Perhaps the former Yorkshire Building Society’s HQ Highpoint, a few hundred metres from the Arndale, also by the John Brunton Partnership (which finally went under in the John Major recession of the early 1990s). Left empty for more than two decades, this is now being repurposed by a private developer as city centre apartments. Or Bradford University, a child of the 1960s ‘plate glass’ universities boom. Harold Wilson himself, despite being a native of West Riding rival Huddersfield, came to open Bradford University as prime minister in 1965. The science-orientated university was adorned by a large external mural by artist Joseph Mayo, reflecting the city’s wool-dyeing technology and history. Only a concerted campaign led by Bradford Civic Society forced the university to stop destroying its own mural in 2021.
Not to be confused with the Arndale Centre is the nearby Arndale House, a Mies van der Rohe-esque 1960s office complex, the only UK work by the US practice which created the Seattle Space Needle, John Graham and Partners. Bradford Council last year agreed to let property developers replace its floor-to-ceiling glazing with hideous PVC windows, ruining its Mad Men lines in one fell swoop of ‘tweaking’. And despite the concerns of the council’s own heritage officers.

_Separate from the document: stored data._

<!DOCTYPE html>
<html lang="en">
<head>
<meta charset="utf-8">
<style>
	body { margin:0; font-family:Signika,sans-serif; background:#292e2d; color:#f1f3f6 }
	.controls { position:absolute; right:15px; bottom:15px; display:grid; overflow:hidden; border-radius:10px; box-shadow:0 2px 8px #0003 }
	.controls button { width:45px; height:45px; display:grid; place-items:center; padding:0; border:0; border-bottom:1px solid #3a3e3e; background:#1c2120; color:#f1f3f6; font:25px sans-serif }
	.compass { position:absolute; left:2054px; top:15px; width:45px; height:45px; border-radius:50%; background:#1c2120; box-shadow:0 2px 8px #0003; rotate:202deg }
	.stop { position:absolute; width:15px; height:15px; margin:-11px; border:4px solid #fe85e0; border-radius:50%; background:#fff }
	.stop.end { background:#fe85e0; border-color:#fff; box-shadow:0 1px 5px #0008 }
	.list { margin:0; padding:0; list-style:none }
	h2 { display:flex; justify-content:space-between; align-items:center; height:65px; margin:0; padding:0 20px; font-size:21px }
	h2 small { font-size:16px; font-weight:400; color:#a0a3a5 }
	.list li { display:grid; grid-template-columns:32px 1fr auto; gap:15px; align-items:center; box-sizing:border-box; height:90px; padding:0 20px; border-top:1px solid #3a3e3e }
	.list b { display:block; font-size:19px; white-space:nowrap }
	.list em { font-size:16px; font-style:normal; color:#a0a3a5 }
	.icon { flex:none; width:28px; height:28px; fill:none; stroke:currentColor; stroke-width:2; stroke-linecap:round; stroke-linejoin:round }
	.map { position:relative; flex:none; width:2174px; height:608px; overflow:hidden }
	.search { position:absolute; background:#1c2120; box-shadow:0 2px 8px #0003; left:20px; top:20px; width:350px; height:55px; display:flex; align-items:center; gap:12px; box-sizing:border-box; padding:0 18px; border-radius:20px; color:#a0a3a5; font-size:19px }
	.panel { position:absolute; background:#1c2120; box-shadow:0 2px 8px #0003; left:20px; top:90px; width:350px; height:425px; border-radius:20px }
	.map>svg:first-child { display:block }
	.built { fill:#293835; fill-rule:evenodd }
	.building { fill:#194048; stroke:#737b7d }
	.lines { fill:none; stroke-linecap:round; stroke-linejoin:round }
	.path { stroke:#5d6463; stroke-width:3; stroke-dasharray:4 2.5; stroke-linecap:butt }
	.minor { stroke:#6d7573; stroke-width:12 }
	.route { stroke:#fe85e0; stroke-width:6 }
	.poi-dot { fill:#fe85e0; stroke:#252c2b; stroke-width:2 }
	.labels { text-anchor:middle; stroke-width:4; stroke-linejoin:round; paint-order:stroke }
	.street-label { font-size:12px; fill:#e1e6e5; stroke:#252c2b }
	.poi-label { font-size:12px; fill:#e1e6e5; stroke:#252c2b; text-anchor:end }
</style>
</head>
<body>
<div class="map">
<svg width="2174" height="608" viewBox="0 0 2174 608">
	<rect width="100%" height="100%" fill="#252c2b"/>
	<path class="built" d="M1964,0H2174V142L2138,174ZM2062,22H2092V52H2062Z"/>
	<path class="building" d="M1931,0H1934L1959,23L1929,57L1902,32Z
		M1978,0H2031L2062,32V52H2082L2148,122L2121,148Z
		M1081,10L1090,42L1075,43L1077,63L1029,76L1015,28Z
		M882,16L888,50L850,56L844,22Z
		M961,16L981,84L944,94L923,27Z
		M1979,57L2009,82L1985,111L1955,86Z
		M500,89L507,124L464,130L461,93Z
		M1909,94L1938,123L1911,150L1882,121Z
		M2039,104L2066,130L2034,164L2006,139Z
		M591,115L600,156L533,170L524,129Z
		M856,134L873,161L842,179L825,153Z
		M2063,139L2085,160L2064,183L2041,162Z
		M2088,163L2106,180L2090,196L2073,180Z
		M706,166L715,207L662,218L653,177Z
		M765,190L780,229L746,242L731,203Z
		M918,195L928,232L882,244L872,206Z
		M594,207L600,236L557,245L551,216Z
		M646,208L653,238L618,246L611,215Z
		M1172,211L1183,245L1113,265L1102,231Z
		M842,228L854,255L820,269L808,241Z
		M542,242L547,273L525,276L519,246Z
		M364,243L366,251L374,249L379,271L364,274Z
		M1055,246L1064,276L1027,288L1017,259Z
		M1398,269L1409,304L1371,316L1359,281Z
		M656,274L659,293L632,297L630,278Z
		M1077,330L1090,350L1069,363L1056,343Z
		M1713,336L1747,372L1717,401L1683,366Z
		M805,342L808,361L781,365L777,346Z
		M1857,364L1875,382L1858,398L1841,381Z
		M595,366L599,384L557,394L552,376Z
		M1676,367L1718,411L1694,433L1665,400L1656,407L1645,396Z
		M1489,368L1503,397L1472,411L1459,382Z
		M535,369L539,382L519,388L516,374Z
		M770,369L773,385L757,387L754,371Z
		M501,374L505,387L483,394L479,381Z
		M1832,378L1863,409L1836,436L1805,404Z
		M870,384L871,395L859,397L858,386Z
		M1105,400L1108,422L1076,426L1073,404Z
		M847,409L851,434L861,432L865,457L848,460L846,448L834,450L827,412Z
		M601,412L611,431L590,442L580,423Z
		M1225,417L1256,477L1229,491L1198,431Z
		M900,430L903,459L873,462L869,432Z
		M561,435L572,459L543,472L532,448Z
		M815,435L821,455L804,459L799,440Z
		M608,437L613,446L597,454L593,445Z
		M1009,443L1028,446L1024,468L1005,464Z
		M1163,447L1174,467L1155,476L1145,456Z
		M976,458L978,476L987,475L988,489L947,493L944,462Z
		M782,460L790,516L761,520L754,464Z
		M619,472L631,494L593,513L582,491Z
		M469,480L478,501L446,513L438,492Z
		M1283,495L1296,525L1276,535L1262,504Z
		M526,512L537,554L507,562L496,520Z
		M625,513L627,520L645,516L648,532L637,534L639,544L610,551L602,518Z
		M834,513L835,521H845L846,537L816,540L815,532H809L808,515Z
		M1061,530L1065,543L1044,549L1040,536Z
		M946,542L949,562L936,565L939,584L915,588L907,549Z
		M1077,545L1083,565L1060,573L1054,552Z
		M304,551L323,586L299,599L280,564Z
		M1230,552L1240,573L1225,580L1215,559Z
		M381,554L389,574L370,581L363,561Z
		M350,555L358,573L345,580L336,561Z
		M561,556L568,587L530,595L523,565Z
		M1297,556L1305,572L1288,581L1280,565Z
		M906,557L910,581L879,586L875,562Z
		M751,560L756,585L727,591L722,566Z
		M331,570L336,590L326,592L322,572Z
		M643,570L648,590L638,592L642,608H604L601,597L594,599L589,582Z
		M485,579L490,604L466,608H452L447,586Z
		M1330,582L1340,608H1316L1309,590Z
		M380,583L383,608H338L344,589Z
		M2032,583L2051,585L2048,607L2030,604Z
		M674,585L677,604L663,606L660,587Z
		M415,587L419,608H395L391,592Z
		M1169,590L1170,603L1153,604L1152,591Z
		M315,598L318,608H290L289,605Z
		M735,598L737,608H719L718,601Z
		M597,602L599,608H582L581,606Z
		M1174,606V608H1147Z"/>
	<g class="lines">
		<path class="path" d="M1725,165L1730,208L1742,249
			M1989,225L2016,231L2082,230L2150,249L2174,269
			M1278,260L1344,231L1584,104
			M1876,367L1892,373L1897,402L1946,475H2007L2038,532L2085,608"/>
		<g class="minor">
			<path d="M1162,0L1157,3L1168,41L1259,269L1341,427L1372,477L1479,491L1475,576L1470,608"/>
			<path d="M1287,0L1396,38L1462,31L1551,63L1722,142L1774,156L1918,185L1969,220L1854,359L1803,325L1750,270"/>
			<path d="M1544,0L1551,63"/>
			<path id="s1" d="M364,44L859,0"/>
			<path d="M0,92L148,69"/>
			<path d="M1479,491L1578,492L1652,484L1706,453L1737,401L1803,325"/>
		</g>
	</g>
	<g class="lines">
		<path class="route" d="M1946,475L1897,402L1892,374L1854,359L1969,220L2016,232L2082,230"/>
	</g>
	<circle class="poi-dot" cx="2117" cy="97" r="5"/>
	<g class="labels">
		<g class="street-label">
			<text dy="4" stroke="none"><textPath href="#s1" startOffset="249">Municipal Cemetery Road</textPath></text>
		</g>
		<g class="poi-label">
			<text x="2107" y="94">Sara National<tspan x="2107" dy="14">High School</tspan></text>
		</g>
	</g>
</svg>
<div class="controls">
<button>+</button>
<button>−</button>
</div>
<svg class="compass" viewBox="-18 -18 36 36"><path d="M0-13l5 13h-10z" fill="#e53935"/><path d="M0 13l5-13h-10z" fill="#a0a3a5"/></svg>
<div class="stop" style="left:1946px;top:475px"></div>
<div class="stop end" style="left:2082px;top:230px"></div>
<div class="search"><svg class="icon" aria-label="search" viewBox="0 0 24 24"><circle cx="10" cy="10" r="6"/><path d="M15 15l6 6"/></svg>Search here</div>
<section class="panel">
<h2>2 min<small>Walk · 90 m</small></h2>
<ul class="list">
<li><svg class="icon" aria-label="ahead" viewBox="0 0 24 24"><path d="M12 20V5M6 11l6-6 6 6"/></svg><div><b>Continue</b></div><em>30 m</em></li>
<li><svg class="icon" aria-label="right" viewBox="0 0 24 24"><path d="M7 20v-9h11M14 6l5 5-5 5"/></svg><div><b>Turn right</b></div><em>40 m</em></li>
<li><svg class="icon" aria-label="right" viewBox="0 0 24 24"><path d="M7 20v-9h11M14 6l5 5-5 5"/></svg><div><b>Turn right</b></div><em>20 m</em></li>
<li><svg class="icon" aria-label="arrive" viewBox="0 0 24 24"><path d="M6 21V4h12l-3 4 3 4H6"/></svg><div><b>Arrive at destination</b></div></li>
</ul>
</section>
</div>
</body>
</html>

Going further back, there’s the still-optimistic post-Victorian 1930s lines of the decade-long empty Sunwin House, originally the Bradford Co-operative, and the first department store in Britain to echo the works of Weimar Germany’s Erich Mendelsohn. Or the 3,500-seat Bradford Odeon (1930), which the city elders proposed to demolish in the late 1990s—before a grassroots campaign saved it. After standing empty for more than twenty years in the heart of the city, it will now re-open as a live music venue; an achievement the same council now unashamedly trumpets.
But while that non-Bradfordian is in the soon-to-be City of Culture, they may also like to ponder the incredible wealth of surviving Victorian architecture—and the incredible poverty, squalor, and emptiness which now defaces it. No wonder many refer to Bradford as ‘Britain’s Detroit’. Perhaps Bradford Metropolitan Council might like to spend some of that £15.5 million on compulsory purchase orders to bring back these fine Victorian buildings back to life?
Their most obvious use would be simply going ‘Back to the Future’—the solicitors and accountancy firms that were there before, their names often still etched on the first and second-floor windows. But the council has already put all its chips in the 56,000 square foot, £35 million One City Park office complex, with ground broken in May—just in time for the post-Covid work-from-home commercial office downsizing. It’s already being dubbed a white elephant. Instead, a fine and handsome Victorian corner block on Ivegate has just opened its doors as the Merkur Slots gambling centre. Despite best intentions and no doubt a spur to the (temporary) performing arts in the city, this is what the ‘City of Culture’ is actually going to look like in 2025—at least at street level.